Sunday, 10 October 2010
Kladdkaka - Swedish sticky chocolate cake
Kladdkaka is a Swedish sticky chocolate cake, a bit similar to chocolate brownies. Kladdkaka is very popular in Sweden and is served in most cafes. I made this as dessert to have after the chili on our birthday party. It is very easy to do, the only thing is to keep an eye on the time, if it is left to long in the oven it goes dry and you really want it to be quite gooey and loose.
I used a recipe from a Swedish blog dedicated to kladdkaka and other chocolate cakes, the original recipe can be found here http://kladdkakerecept.blogspot.com/2007/11/lyxig-kladdkaka.html
Kladdkaka (8 portions, but sometimes it is enough for only 2 people as it is delicious...)
100 g butter
100 g dark chocolate, I used Green&Black 70% dark chocolate, chopped
4 tbsp cocoa powder
2 dl sugar
1 1/4 dl flour
1 pinch of salt
2 tbsp strong coffee
Preheat the oven to 175C.
Butter and bread a 24 cm cake tin.
Melt the butter, and add the chopped chocolate. Stir until the chocolate has melted in the hot butter.

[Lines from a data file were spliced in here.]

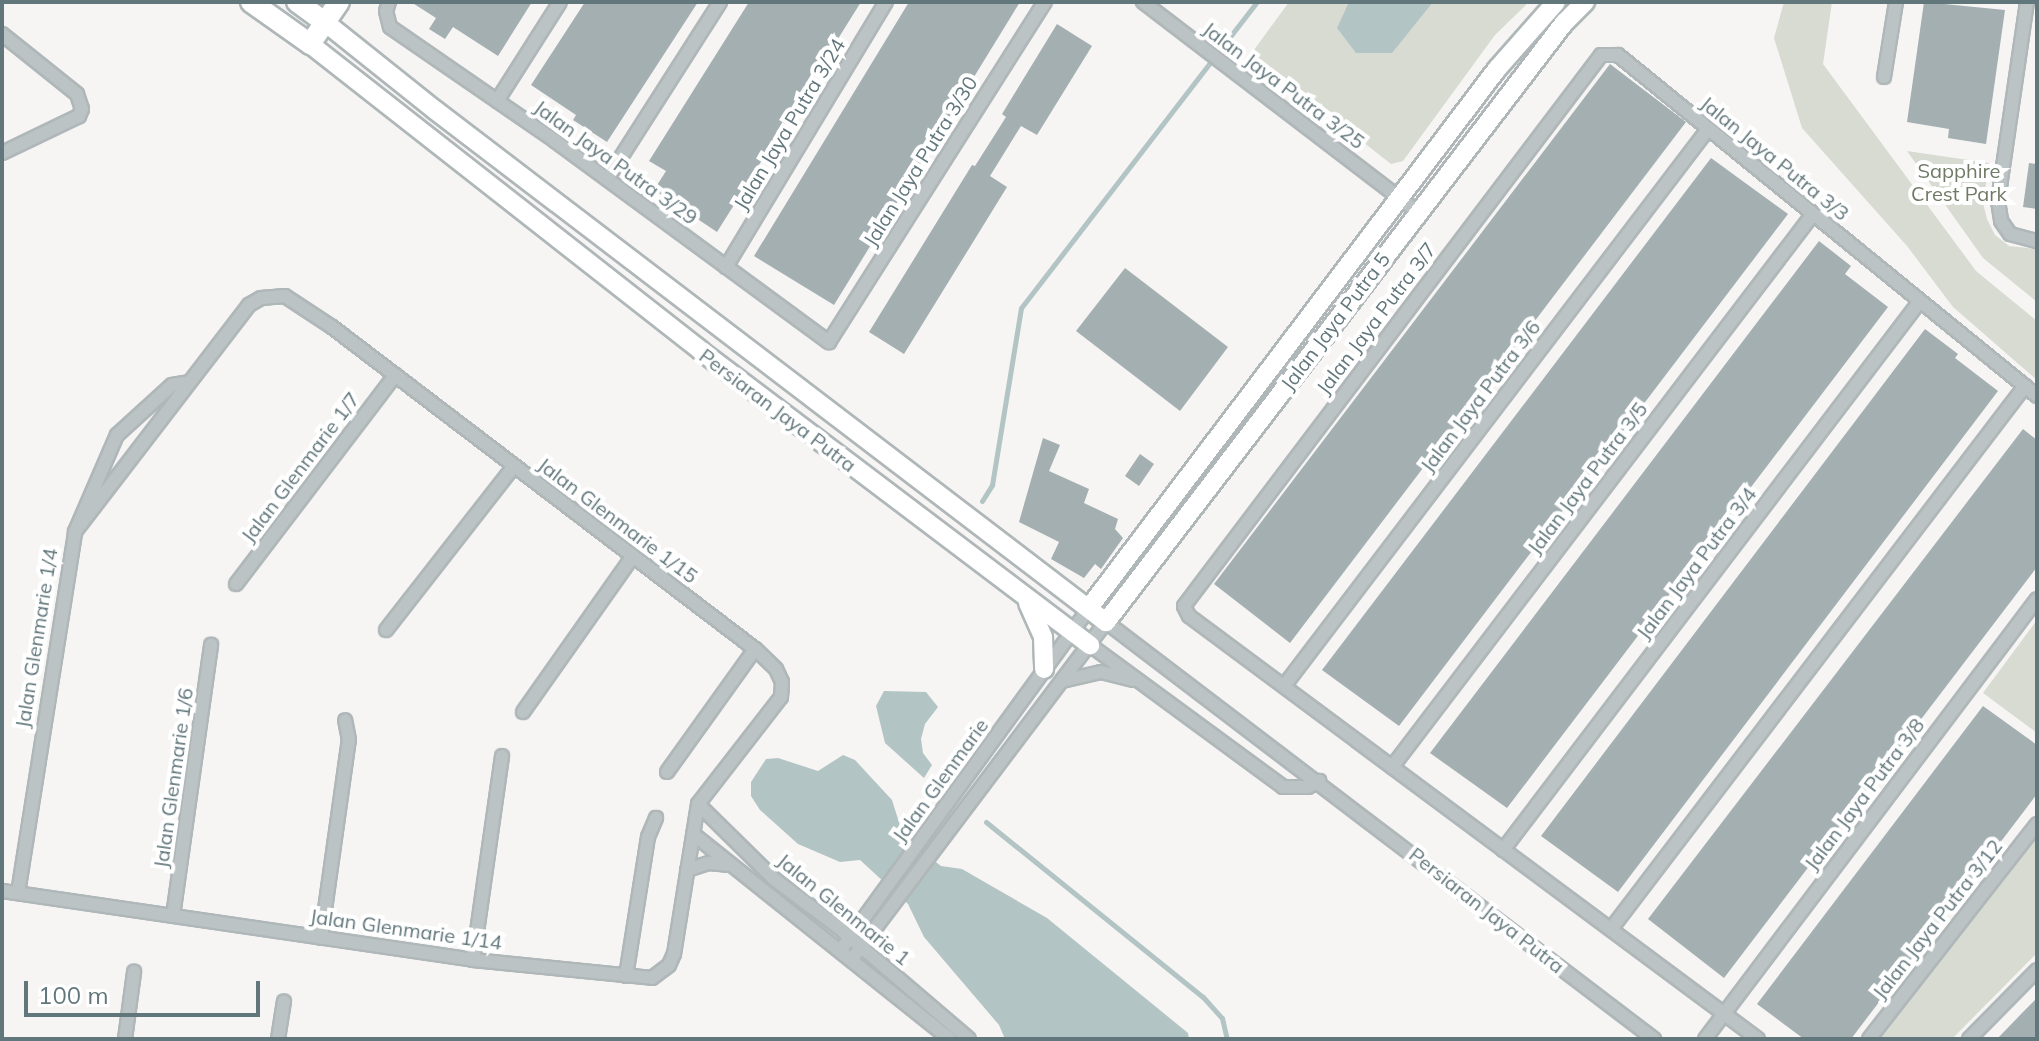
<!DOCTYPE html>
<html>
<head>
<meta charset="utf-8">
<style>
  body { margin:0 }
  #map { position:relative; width:2039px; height:1041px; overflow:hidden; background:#f6f5f3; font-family:Mulish,sans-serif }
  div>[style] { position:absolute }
  .green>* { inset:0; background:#d7dbd2 }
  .water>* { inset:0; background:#b3c4c4 }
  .stream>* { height:5px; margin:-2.5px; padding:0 2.5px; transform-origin:2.5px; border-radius:2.5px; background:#b3c4c4 }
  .building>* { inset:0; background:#a4afb2 }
  .roads { filter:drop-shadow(2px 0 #afb7b9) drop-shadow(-2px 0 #afb7b9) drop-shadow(0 2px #afb7b9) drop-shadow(0 -2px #afb7b9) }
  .street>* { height:12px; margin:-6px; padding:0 6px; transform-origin:6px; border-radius:6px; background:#bcc3c4 }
  .secondary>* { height:18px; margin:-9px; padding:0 9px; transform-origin:9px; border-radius:9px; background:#fff }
  .primary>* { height:20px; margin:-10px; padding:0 10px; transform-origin:10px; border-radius:10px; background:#fff }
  span { translate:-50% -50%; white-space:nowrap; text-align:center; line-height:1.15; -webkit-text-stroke:8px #fff; paint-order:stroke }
  .street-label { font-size:20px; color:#62777c }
  .park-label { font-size:20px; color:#6e7a65 }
  .frame { position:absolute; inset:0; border:4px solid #62777c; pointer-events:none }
  .scale { position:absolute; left:24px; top:981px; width:236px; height:36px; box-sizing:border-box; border:4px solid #62777c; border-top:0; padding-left:10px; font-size:24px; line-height:28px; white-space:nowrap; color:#62777c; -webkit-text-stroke:6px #fff; paint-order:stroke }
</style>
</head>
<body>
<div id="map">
  <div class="green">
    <div style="clip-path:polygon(1289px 2px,1529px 2px,1495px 35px,1403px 161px,1391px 164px,1251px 54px)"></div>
    <div style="clip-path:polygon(1784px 2px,1832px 2px,1823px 64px,1976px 271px,2037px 321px,2037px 380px,1953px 307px,1907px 246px,1802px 128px,1774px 38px)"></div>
    <div style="clip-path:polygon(1907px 151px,1989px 163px,1983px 203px,1987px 219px,1995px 235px,2009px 246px,2037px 249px,2037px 302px,1983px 258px)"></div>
    <div style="clip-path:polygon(2037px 620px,2037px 733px,1983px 693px)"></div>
    <div style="clip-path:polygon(2037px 838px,2037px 953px,1952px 1039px,1880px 1039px)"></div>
  </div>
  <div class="water">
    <div style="clip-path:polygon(1349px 2px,1433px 2px,1392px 53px,1356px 53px,1337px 28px)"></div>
    <div style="clip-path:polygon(884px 691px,926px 692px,938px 707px,925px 724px,921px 739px,923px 753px,932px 765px,924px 778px,885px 743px,876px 706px)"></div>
    <div style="clip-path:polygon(843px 755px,855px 760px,892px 800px,903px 835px,912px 843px,941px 866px,962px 869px,1047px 918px,1188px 1033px,1189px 1039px,1005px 1039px,999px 1025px,924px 937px,908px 904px,860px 860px,840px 862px,798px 844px,760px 810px,751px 796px,751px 782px,766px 759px,778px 758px,818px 771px)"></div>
  </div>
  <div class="stream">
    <div style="left:982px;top:501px;width:19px;rotate:-58deg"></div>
    <div style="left:992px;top:485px;width:179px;rotate:-80.7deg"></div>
    <div style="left:1021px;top:308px;width:386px;rotate:-52.4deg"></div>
    <div style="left:986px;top:822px;width:279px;rotate:38.9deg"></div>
    <div style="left:1203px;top:997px;width:28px;rotate:48deg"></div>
    <div style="left:1222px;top:1018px;width:22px;rotate:77deg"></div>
  </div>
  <div class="building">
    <div style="clip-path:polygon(411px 2px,532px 2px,498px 56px,453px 27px,445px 39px,429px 29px,436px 18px)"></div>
    <div style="clip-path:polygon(585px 2px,698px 2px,607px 142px,573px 120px,576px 115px,531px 85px)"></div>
    <div style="clip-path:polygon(749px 2px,861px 2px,717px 232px,654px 190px,666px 171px,649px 161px)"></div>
    <div style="clip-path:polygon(909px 2px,1020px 2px,834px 305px,754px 256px)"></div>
    <div style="clip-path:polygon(1924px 2px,2005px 10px,1986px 144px,1948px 138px,1949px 129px,1907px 122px)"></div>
    <div style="clip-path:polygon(1057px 24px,1092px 46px,1037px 135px,1021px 126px,990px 176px,1007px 187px,904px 354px,869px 332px,972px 165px,975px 166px,1006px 117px,1002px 114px)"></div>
    <div style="clip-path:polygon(1610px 64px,1686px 122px,1290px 643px,1214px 584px)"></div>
    <div style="clip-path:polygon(1711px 158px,1788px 214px,1399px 726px,1322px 670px)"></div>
    <div style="clip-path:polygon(2029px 163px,2037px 164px,2037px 209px,2023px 207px)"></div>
    <div style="clip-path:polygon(1819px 241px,1851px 266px,1845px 274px,1888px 307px,1507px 808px,1430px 753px)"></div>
    <div style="clip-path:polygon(1125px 268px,1228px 347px,1180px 411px,1076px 331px)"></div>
    <div style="clip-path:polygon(1925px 329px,1958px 354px,1955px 358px,1998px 391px,1618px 892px,1541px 836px)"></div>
    <div style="clip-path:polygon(2023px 429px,2037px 440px,2037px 567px,1724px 978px,1648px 919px)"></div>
    <div style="clip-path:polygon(1043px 438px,1060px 445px,1049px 471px,1089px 489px,1084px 503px,1118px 519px,1115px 529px,1123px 538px,1101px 569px,1095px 564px,1084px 578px,1051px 559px,1059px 542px,1019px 522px)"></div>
    <div style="clip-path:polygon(1140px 454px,1154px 464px,1139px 486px,1125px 476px)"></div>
    <div style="clip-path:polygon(1983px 706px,2037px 745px,2037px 794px,1851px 1039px,1804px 1039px,1757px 1004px)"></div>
    <div style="clip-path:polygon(2037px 998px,2037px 1039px,1997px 1039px,2024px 1011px)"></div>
  </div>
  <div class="roads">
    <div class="street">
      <div style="left:389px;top:2px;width:9px;rotate:108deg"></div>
      <div style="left:386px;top:11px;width:16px;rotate:76deg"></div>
      <div style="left:390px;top:27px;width:201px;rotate:34.6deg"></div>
      <div style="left:555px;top:141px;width:340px;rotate:36.3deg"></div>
      <div style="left:829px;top:342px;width:403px;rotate:-57.6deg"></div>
      <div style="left:1143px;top:2px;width:346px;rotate:37.4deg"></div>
      <div style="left:2027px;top:2px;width:201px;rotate:98.3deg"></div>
      <div style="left:1998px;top:201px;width:20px;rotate:81deg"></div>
      <div style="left:2001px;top:221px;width:16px;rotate:55deg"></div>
      <div style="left:2010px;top:234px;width:28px;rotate:15deg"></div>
      <div style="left:2px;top:34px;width:96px;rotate:38.7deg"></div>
      <div style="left:77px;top:94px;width:16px;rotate:72deg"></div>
      <div style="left:82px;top:109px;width:8px;rotate:113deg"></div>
      <div style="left:79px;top:116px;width:85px;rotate:154.3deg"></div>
      <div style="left:1884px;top:77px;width:76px;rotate:-80.9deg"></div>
      <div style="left:497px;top:101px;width:117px;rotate:-57.5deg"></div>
      <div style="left:607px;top:179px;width:210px;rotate:-57.4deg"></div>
      <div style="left:726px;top:267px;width:310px;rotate:-58.9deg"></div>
      <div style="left:236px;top:584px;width:263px;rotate:-52.7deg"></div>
      <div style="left:386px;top:630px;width:208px;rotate:-52deg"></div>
      <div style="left:1090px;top:645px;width:240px;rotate:36.3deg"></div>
      <div style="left:1283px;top:787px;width:25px"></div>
      <div style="left:1308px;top:787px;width:13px;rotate:-29deg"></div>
      <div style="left:1062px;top:681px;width:40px;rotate:-13deg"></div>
      <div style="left:1101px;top:672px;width:33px;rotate:14deg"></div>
      <div style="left:1284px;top:686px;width:700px;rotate:-52.72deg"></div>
      <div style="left:523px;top:712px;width:191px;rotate:-54.8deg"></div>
      <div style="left:1392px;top:767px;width:695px;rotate:-52.72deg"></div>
      <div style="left:667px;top:772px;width:151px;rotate:-54.4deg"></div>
      <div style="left:698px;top:804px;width:107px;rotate:44.6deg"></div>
      <div style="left:774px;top:879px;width:80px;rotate:36.9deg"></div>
      <div style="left:838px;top:927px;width:172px;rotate:40.5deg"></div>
      <div style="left:693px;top:834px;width:329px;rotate:38.6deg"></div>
      <div style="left:1503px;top:850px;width:689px;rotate:-52.78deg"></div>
      <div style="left:687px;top:870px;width:23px;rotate:-18deg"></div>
      <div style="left:709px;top:863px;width:18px;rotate:6deg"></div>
      <div style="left:2px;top:891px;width:476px;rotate:8.3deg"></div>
      <div style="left:473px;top:960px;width:180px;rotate:5.7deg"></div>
      <div style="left:652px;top:978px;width:21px;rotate:-37deg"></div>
      <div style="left:669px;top:965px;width:12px;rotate:-66deg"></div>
      <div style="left:674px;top:954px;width:152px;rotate:-80.9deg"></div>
      <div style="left:698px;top:804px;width:135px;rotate:-52.2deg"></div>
      <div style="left:781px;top:697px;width:15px;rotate:-86deg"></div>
      <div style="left:782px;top:682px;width:14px;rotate:-115deg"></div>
      <div style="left:776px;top:669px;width:29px;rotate:-136deg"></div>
      <div style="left:755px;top:649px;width:532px;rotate:-142.72deg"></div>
      <div style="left:332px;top:327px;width:56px;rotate:-146.6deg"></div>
      <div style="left:285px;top:296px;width:24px;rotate:175deg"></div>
      <div style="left:261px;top:298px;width:14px;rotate:150deg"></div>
      <div style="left:249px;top:305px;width:286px;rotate:127.5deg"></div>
      <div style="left:18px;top:893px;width:365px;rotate:-81deg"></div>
      <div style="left:75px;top:532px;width:106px;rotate:-66.6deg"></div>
      <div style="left:117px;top:435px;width:74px;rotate:-42.3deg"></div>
      <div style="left:172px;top:385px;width:17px;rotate:-10deg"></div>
      <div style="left:173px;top:916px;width:274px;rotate:-82deg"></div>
      <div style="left:1611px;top:929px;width:683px;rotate:-52.68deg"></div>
      <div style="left:321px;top:938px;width:200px;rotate:-82deg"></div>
      <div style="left:349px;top:740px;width:20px;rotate:-101deg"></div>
      <div style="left:840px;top:951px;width:424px;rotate:-54deg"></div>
      <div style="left:852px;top:959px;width:422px;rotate:-53deg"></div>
      <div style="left:1106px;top:622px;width:689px;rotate:37.27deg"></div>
      <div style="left:473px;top:960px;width:206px;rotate:-81.9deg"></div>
      <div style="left:626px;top:976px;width:141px;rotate:-81deg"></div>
      <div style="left:648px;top:837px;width:21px;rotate:-67deg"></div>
      <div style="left:125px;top:1039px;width:68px;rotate:-82.3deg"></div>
      <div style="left:278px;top:1039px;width:38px;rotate:-81deg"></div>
      <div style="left:1705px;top:1039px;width:551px;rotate:-52.96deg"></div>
      <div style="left:1758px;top:1039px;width:709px;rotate:-143.37deg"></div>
      <div style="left:1189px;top:616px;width:11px;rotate:-117deg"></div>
      <div style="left:1184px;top:606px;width:691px;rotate:-52.88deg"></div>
      <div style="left:1601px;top:55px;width:17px"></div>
      <div style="left:1618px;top:55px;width:540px;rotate:39.14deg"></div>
      <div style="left:1869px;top:1039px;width:273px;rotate:-52deg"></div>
      <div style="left:1969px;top:1039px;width:97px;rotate:-45.4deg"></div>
    </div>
    <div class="secondary">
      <div style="left:326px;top:23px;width:139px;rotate:38.6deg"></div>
      <div style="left:435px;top:110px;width:844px;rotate:37.35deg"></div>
      <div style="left:1106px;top:622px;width:754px;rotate:-52.6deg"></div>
      <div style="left:1564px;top:23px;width:30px;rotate:-45deg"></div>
      <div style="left:310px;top:44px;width:497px;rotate:38.1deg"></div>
      <div style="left:701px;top:351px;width:488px;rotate:37.1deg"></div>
      <div style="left:1028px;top:603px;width:37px;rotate:66deg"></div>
      <div style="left:1043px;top:637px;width:32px;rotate:88deg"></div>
      <div style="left:1089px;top:608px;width:676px;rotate:-52.88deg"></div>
      <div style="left:1497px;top:69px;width:89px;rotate:-48.6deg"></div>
    </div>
    <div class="primary">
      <div style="left:251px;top:2px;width:72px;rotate:35.4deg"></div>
      <div style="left:310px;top:44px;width:51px;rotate:-55.4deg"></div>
      <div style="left:297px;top:2px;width:36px;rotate:36deg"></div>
    </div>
  </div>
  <div class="street-label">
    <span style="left:1284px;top:85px;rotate:37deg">Jalan Jaya Putra 3/25</span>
    <span style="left:789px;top:124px;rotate:-59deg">Jalan Jaya Putra 3/24</span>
    <span style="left:1775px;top:158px;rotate:39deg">Jalan Jaya Putra 3/3</span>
    <span style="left:920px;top:161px;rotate:-58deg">Jalan Jaya Putra 3/30</span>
    <span style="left:616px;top:162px;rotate:36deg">Jalan Jaya Putra 3/29</span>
    <span style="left:1376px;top:318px;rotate:-53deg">Jalan Jaya Putra 3/7</span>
    <span style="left:1335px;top:321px;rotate:-53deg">Jalan Jaya Putra 5</span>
    <span style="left:1480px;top:396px;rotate:-53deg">Jalan Jaya Putra 3/6</span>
    <span style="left:778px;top:410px;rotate:37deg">Persiaran Jaya Putra</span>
    <span style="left:300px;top:467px;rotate:-53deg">Jalan Glenmarie 1/7</span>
    <span style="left:1587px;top:478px;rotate:-53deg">Jalan Jaya Putra 3/5</span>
    <span style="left:618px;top:520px;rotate:37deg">Jalan Glenmarie 1/15</span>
    <span style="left:1696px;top:563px;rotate:-53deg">Jalan Jaya Putra 3/4</span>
    <span style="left:36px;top:638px;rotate:-81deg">Jalan Glenmarie 1/4</span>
    <span style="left:173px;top:778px;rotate:-82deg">Jalan Glenmarie 1/6</span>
    <span style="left:940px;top:780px;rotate:-54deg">Jalan Glenmarie</span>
    <span style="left:1864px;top:794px;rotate:-53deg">Jalan Jaya Putra 3/8</span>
    <span style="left:844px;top:909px;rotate:39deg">Jalan Glenmarie 1</span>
    <span style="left:1487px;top:910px;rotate:38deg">Persiaran Jaya Putra</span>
    <span style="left:1937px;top:919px;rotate:-52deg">Jalan Jaya Putra 3/12</span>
    <span style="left:406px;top:929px;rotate:8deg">Jalan Glenmarie 1/14</span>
  </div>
  <div class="park-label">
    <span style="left:1959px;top:182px">Sapphire<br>Crest Park</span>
  </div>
  <div class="frame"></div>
  <div class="scale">100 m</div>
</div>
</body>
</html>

Pour the butter and chocolate mixture into a bowl, add the sugar, salt, flour, coffee and eggs. Stir until you have smooth and glossy batter.
Pour the cake batter into the tin, and bake for 20-24 min. The cake should still be quite soft and gooey in the middle when you take it out.
Let the cake settle for a couple of hours before eating. It's great on it's own or you could serve it with ice cream or whipped cream and raspberries. You can also vary the recipe by adding for example raspberries and pistachio nuts to the cake batter.